(The input):

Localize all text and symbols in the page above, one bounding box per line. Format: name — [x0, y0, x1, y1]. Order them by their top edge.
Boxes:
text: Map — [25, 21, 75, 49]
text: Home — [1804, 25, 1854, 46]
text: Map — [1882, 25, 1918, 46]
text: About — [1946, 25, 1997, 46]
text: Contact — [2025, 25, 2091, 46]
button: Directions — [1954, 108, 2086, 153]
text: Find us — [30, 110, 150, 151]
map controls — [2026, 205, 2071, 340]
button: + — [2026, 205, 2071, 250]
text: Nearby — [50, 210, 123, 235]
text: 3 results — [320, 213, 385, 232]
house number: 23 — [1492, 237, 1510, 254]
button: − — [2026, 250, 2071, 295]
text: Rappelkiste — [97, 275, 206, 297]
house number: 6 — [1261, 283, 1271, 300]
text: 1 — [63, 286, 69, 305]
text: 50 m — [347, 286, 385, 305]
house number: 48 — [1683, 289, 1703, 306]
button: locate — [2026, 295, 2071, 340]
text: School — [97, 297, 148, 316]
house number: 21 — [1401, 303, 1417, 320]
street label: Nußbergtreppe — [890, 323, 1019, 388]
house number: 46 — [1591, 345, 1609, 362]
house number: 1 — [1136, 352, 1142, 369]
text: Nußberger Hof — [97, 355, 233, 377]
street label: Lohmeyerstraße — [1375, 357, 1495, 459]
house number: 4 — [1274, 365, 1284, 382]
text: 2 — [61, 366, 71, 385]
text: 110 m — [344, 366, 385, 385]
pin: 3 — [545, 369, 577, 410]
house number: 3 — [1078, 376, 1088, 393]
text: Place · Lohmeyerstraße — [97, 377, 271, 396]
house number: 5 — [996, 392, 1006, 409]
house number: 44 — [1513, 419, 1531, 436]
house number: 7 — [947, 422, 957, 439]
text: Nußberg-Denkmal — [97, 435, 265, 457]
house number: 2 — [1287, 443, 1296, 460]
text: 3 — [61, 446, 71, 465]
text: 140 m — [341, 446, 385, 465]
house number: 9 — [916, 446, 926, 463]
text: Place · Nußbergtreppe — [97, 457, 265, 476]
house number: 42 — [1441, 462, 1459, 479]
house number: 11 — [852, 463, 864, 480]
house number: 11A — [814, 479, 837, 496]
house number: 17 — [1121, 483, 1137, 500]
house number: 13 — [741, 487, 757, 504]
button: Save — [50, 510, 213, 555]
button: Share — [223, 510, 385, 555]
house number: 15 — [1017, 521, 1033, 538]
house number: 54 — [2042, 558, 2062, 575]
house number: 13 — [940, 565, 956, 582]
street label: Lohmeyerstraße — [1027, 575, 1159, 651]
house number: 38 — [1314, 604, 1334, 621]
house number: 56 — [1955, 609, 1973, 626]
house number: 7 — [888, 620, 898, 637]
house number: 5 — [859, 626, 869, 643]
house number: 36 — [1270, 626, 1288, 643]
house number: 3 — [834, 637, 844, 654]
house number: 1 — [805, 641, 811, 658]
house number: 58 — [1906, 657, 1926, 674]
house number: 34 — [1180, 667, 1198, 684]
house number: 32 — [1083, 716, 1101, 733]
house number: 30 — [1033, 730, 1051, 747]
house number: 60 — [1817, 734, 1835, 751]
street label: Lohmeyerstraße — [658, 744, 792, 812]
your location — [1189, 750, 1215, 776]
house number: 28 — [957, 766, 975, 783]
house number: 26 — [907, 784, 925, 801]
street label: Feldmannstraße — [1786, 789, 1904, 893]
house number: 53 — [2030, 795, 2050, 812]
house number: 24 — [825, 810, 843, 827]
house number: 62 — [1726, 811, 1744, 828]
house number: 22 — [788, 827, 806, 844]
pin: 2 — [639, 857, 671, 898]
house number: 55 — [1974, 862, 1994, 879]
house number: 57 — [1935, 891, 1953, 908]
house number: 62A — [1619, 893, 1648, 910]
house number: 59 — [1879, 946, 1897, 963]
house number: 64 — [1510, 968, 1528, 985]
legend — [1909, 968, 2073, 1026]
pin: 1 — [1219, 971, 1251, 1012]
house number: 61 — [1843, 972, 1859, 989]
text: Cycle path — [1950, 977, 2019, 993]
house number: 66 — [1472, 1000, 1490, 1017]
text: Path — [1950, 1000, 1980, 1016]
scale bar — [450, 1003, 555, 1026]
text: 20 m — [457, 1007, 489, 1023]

(Exercise): Every line above that holds "button" should be copied out.

(Exercise result):
button: Directions — [1954, 108, 2086, 153]
button: + — [2026, 205, 2071, 250]
button: − — [2026, 250, 2071, 295]
button: locate — [2026, 295, 2071, 340]
button: Save — [50, 510, 213, 555]
button: Share — [223, 510, 385, 555]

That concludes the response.